- Stored data entries:
· · · · ·
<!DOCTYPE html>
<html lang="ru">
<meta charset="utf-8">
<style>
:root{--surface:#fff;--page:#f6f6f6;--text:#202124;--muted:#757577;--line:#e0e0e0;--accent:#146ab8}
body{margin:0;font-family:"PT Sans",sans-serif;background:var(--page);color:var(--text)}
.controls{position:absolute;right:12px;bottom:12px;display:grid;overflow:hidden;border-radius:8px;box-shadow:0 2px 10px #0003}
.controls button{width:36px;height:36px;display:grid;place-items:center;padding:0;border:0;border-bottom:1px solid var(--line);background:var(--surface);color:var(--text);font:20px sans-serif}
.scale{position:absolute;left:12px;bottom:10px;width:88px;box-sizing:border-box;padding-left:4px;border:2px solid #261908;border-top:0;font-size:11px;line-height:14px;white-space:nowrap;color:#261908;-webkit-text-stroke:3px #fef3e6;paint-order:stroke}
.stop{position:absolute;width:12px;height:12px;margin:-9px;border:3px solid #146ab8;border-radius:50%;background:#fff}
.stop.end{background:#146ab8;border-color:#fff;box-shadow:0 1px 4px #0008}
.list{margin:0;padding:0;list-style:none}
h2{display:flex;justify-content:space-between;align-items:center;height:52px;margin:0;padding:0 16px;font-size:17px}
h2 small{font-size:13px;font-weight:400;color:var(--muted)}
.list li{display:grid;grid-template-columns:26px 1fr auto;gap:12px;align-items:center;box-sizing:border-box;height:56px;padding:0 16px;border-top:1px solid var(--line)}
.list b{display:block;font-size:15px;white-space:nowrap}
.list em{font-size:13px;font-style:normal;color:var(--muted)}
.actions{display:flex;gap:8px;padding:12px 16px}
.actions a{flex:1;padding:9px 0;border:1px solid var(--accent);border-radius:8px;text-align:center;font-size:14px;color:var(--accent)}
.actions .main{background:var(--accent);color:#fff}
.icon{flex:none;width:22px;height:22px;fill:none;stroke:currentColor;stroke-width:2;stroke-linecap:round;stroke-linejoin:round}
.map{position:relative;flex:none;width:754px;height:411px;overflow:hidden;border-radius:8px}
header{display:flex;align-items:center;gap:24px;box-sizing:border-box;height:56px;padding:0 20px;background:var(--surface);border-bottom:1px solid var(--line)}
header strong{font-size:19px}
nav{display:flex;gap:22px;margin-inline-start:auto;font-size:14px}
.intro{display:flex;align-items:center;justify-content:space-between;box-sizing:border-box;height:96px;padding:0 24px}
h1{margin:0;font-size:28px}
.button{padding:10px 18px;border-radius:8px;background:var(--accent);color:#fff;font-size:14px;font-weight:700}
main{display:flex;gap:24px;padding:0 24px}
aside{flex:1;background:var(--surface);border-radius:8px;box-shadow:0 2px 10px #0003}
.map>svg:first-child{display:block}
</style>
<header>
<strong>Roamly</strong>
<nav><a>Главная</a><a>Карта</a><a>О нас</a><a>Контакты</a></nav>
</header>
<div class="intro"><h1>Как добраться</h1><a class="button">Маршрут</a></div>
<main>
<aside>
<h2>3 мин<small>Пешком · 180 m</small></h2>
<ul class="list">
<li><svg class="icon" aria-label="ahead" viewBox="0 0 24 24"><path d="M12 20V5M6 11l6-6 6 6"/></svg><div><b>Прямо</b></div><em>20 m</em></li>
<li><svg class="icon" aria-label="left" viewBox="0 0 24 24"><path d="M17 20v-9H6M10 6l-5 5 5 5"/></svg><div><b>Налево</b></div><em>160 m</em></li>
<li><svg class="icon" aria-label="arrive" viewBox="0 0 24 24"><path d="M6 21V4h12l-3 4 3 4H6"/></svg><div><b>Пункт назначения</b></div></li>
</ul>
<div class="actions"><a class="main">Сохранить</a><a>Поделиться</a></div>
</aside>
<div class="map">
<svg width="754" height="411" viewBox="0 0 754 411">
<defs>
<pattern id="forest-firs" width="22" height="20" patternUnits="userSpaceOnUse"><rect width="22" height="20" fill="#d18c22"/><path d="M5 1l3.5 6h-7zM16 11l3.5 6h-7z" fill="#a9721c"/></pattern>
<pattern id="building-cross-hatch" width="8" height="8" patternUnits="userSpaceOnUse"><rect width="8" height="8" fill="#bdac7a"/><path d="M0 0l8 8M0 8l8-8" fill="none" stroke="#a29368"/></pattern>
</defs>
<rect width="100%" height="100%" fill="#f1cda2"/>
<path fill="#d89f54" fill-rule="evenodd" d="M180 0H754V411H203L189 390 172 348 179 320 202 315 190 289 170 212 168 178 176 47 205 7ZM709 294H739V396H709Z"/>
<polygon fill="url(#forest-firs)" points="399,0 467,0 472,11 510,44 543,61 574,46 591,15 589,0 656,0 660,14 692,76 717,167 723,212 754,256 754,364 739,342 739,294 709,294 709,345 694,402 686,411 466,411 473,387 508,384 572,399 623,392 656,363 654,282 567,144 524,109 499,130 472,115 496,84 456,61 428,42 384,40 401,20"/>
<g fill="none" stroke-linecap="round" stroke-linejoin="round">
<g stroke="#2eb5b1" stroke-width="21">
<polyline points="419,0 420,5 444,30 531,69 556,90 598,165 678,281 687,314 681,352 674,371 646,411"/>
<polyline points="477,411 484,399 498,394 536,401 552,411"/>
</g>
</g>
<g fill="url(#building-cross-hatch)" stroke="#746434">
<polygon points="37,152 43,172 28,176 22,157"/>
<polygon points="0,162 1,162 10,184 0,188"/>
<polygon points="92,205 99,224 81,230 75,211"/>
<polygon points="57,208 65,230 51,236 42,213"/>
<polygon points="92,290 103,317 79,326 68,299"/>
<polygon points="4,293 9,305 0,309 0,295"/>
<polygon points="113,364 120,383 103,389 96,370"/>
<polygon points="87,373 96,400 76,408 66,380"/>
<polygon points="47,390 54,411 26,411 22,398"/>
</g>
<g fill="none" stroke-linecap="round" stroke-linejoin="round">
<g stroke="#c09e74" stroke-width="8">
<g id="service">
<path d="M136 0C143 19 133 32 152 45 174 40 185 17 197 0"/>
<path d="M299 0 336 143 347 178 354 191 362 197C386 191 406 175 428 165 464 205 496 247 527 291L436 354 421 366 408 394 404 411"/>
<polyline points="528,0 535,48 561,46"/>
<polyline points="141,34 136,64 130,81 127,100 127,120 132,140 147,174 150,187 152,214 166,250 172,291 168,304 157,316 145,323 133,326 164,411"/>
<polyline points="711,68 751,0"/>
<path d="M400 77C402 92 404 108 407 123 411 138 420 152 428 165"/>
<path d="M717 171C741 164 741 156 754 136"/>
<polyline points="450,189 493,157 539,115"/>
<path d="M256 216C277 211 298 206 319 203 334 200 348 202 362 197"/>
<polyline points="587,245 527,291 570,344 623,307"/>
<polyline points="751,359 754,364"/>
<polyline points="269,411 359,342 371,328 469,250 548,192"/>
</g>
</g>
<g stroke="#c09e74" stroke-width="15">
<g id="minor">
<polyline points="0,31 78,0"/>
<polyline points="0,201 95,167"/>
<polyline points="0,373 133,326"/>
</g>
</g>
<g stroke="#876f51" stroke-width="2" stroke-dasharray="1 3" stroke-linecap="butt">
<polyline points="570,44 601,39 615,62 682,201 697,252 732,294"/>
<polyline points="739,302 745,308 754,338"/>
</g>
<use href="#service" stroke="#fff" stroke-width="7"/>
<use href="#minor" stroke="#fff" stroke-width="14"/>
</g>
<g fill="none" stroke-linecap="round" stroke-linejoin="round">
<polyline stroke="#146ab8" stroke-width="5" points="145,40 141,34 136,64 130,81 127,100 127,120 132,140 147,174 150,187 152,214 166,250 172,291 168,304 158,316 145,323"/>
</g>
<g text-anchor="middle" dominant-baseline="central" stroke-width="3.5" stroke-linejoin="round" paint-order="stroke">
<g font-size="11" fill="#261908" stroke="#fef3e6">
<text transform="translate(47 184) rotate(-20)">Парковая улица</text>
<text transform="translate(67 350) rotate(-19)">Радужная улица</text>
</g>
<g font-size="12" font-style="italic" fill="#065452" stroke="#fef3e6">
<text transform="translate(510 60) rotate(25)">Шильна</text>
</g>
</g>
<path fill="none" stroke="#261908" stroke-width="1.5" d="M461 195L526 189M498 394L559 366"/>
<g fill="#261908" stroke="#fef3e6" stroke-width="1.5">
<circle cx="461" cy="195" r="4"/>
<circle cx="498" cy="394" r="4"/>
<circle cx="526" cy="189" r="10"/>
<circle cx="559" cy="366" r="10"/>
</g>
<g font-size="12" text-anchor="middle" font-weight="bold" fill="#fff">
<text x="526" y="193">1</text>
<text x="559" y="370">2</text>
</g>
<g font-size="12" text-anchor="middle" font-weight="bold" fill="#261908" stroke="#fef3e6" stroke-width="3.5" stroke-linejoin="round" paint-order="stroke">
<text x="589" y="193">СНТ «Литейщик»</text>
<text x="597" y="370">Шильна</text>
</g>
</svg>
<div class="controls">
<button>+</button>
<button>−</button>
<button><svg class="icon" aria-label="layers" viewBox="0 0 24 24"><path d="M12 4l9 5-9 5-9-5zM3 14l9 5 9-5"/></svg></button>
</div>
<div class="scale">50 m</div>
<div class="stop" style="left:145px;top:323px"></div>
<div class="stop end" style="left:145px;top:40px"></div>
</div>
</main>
· · · · ·
- INSTRUCTIONS TO FOLLOW: The number alone is wanted: how many lines of the records above include the string "shadow".

- WRITTEN ANSWER: 3